→ **Assigned task**:
Transcribe the data exactly. Pictures stay out.

Records for this task START

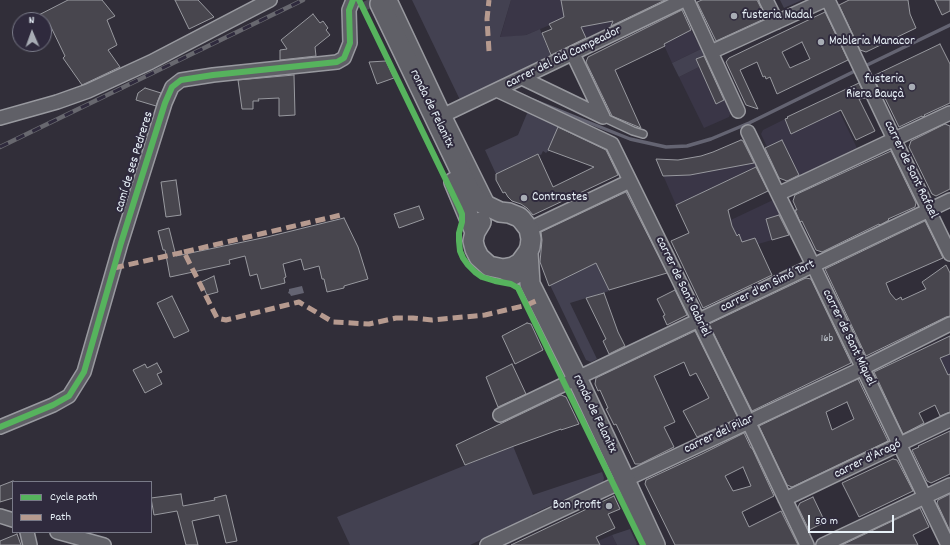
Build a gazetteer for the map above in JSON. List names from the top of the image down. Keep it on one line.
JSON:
{"streets":{"main road":["ronda de Felanitx"],"street":["carrer del Cid Campeador","camí de ses Pedreres","carrer de Sant Rafael","carrer de Sant Gabriel","carrer d'en Simó Tort","carrer de Sant Miquel","carrer del Pilar","carrer d'Aragó"]},"crossings":[["carrer del Cid Campeador","carrer de Sant Gabriel"],["ronda de Felanitx","carrer d'en Simó Tort"],["ronda de Felanitx","carrer del Pilar"],["carrer de Sant Rafael","carrer d'en Simó Tort"],["carrer de Sant Gabriel","carrer d'en Simó Tort"],["carrer de Sant Gabriel","carrer del Pilar"],["carrer de Sant Gabriel","carrer d'Aragó"],["carrer d'en Simó Tort","carrer de Sant Miquel"],["carrer de Sant Miquel","carrer del Pilar"],["carrer de Sant Miquel","carrer d'Aragó"]],"places":["fusteria Nadal","Mobleria Manacor","fusteria Riera Bauçà","Contrastes","Bon Profit"],"house_numbers":["16b"],"legend":["Cycle path","Path"],"scale_bar":"50 m","north":"top"}
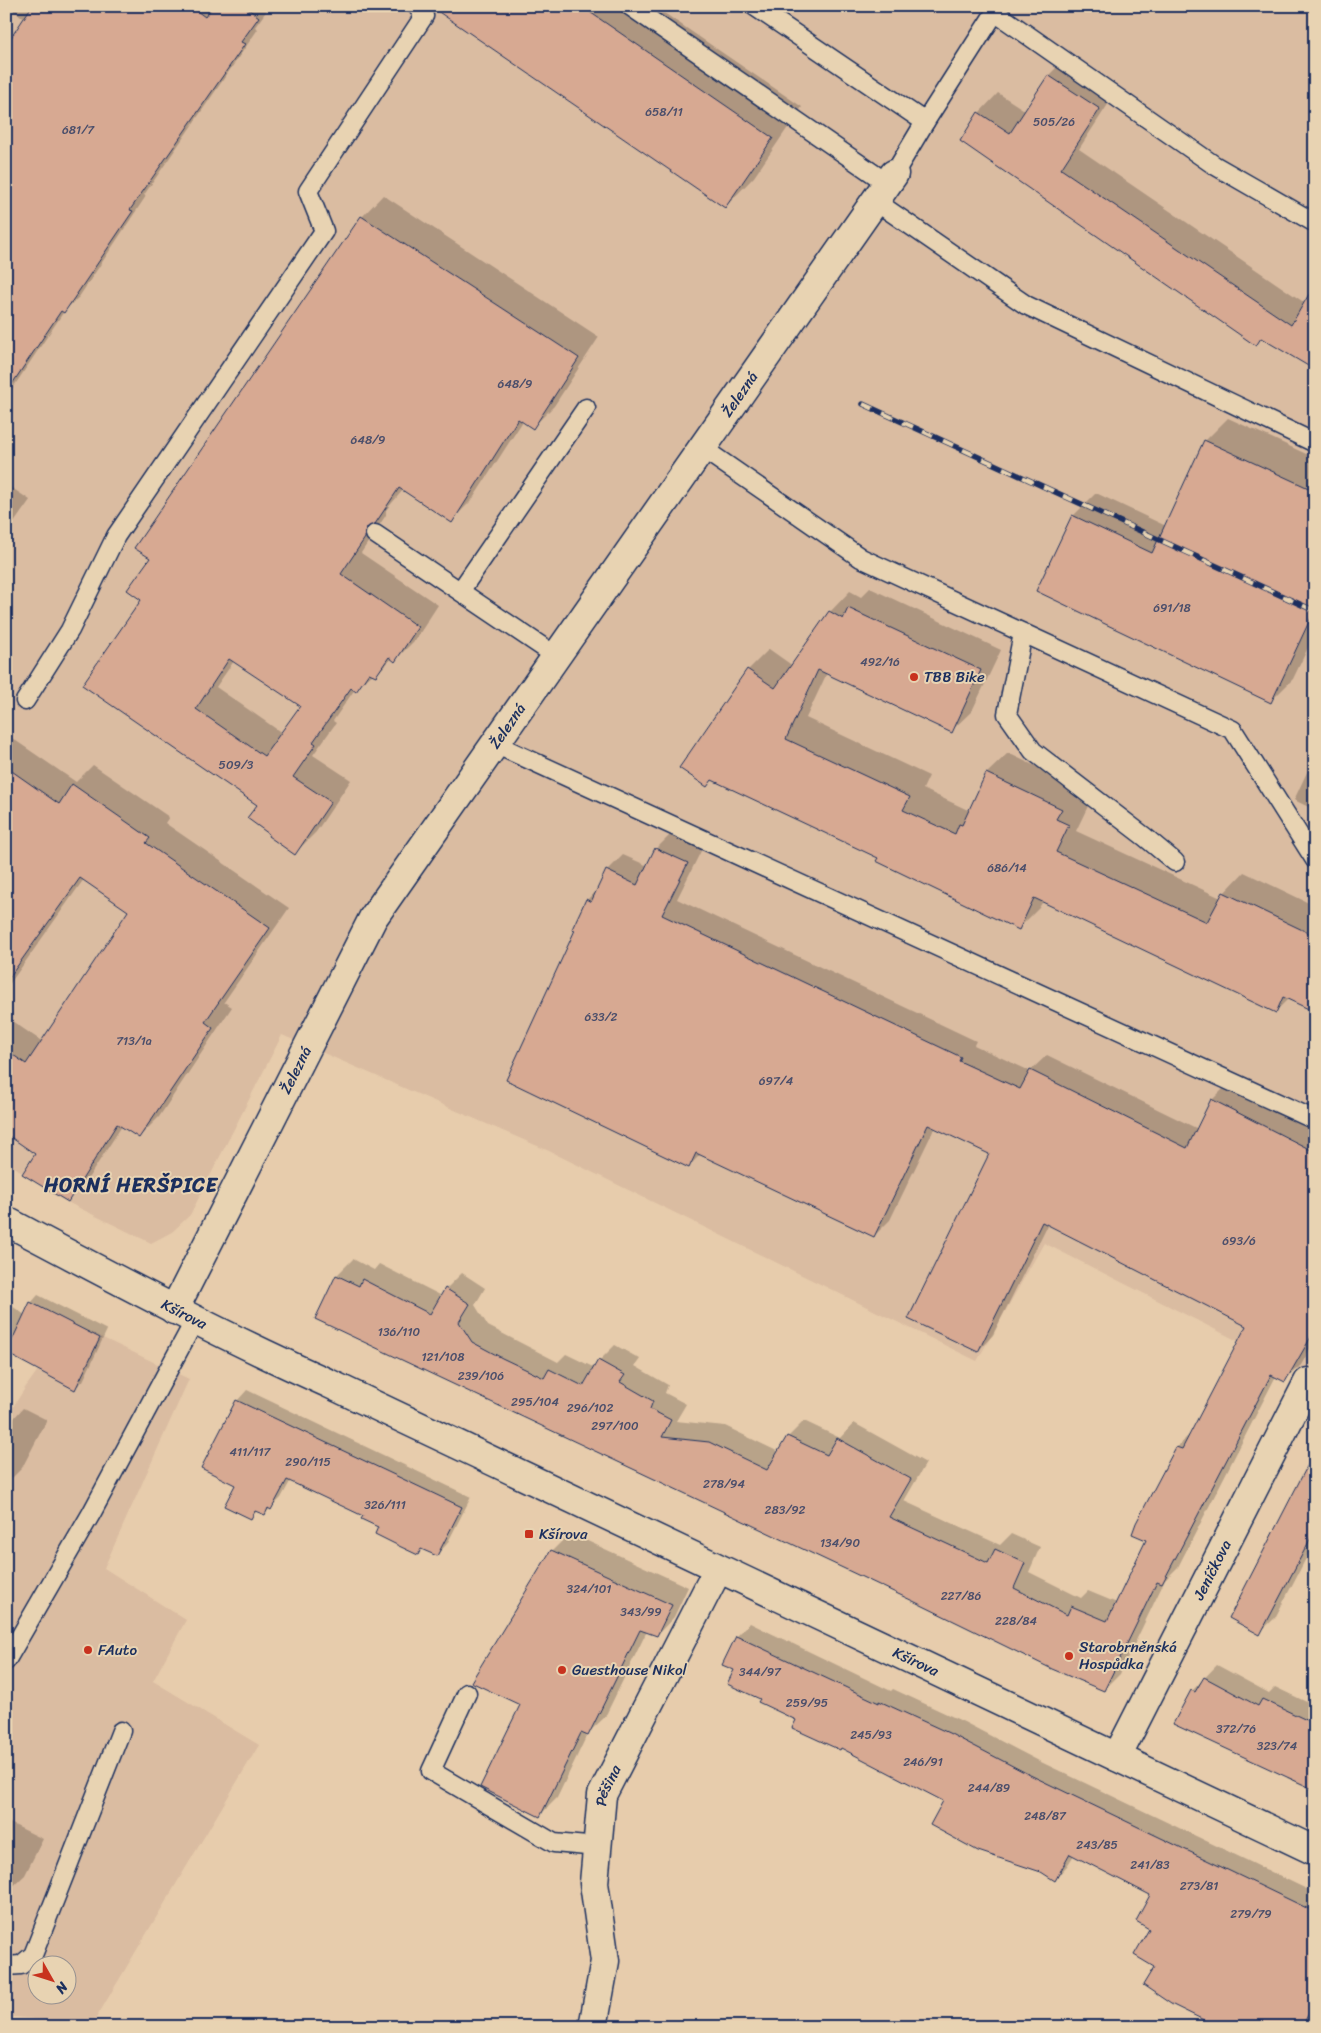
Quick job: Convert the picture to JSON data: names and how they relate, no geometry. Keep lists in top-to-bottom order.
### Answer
{
  "streets": {
    "street": [
      "Železná",
      "Kšírova",
      "Jeníčkova",
      "Pěšina"
    ]
  },
  "crossings": [
    ["Železná", "Kšírova"],
    ["Kšírova", "Jeníčkova"],
    ["Kšírova", "Pěšina"]
  ],
  "districts": ["HORNÍ HERŠPICE"],
  "places": {
    "other": [
      "TBB Bike",
      "FAuto",
      "Starobrněnská Hospůdka",
      "Guesthouse Nikol"
    ],
    "transit": ["Kšírova"]
  },
  "house_numbers": [
    "658/11",
    "505/26",
    "681/7",
    "648/9",
    "648/9",
    "691/18",
    "492/16",
    "509/3",
    "686/14",
    "633/2",
    "713/1a",
    "697/4",
    "693/6",
    "136/110",
    "121/108",
    "239/106",
    "295/104",
    "296/102",
    "297/100",
    "411/117",
    "290/115",
    "278/94",
    "326/111",
    "283/92",
    "134/90",
    "324/101",
    "227/86",
    "343/99",
    "228/84",
    "344/97",
    "259/95",
    "372/76",
    "245/93",
    "323/74",
    "246/91",
    "244/89",
    "248/87",
    "243/85",
    "241/83",
    "273/81",
    "279/79"
  ],
  "north": "bottom right"
}
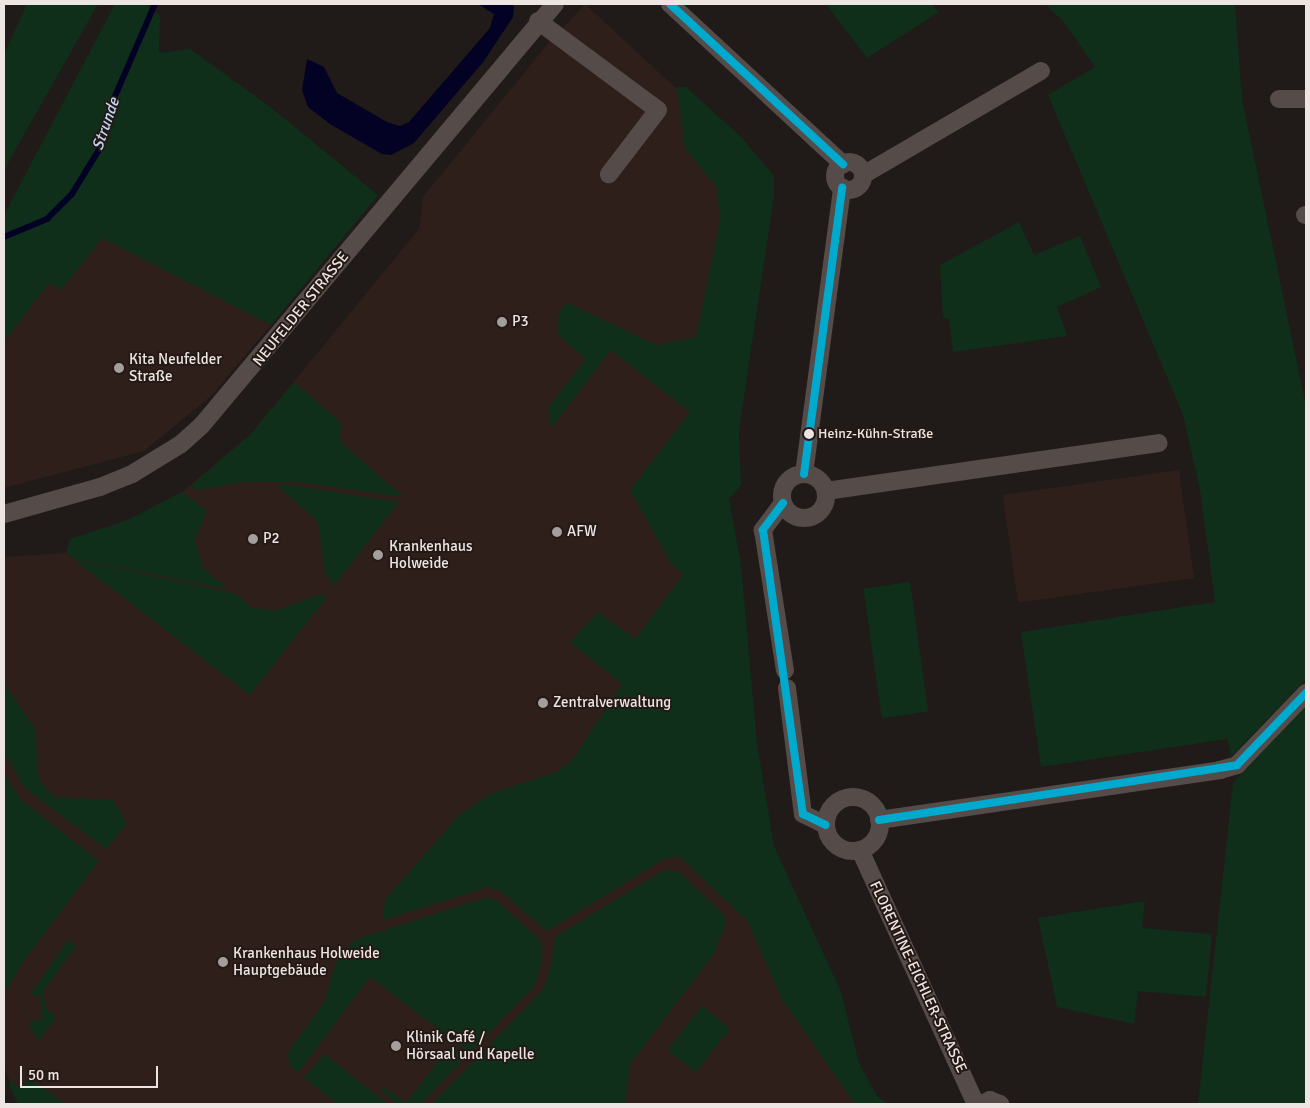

Records for this task END

→ **Exercise output**:
Build a gazetteer for the map above in JSON. List names from the top of the image down. Keep it on one line.
JSON:
{"streets":{"main road":["ronda de Felanitx"],"street":["carrer del Cid Campeador","camí de ses Pedreres","carrer de Sant Rafael","carrer de Sant Gabriel","carrer d'en Simó Tort","carrer de Sant Miquel","carrer del Pilar","carrer d'Aragó"]},"crossings":[["carrer del Cid Campeador","carrer de Sant Gabriel"],["ronda de Felanitx","carrer d'en Simó Tort"],["ronda de Felanitx","carrer del Pilar"],["carrer de Sant Rafael","carrer d'en Simó Tort"],["carrer de Sant Gabriel","carrer d'en Simó Tort"],["carrer de Sant Gabriel","carrer del Pilar"],["carrer de Sant Gabriel","carrer d'Aragó"],["carrer d'en Simó Tort","carrer de Sant Miquel"],["carrer de Sant Miquel","carrer del Pilar"],["carrer de Sant Miquel","carrer d'Aragó"]],"places":["fusteria Nadal","Mobleria Manacor","fusteria Riera Bauçà","Contrastes","Bon Profit"],"house_numbers":["16b"],"legend":["Cycle path","Path"],"scale_bar":"50 m","north":"top"}
Quick job: Convert the picture to JSON data: names and how they relate, no geometry. Keep lists in top-to-bottom order.
### Answer
{
  "streets": {
    "street": [
      "Železná",
      "Kšírova",
      "Jeníčkova",
      "Pěšina"
    ]
  },
  "crossings": [
    ["Železná", "Kšírova"],
    ["Kšírova", "Jeníčkova"],
    ["Kšírova", "Pěšina"]
  ],
  "districts": ["HORNÍ HERŠPICE"],
  "places": {
    "other": [
      "TBB Bike",
      "FAuto",
      "Starobrněnská Hospůdka",
      "Guesthouse Nikol"
    ],
    "transit": ["Kšírova"]
  },
  "house_numbers": [
    "658/11",
    "505/26",
    "681/7",
    "648/9",
    "648/9",
    "691/18",
    "492/16",
    "509/3",
    "686/14",
    "633/2",
    "713/1a",
    "697/4",
    "693/6",
    "136/110",
    "121/108",
    "239/106",
    "295/104",
    "296/102",
    "297/100",
    "411/117",
    "290/115",
    "278/94",
    "326/111",
    "283/92",
    "134/90",
    "324/101",
    "227/86",
    "343/99",
    "228/84",
    "344/97",
    "259/95",
    "372/76",
    "245/93",
    "323/74",
    "246/91",
    "244/89",
    "248/87",
    "243/85",
    "241/83",
    "273/81",
    "279/79"
  ],
  "north": "bottom right"
}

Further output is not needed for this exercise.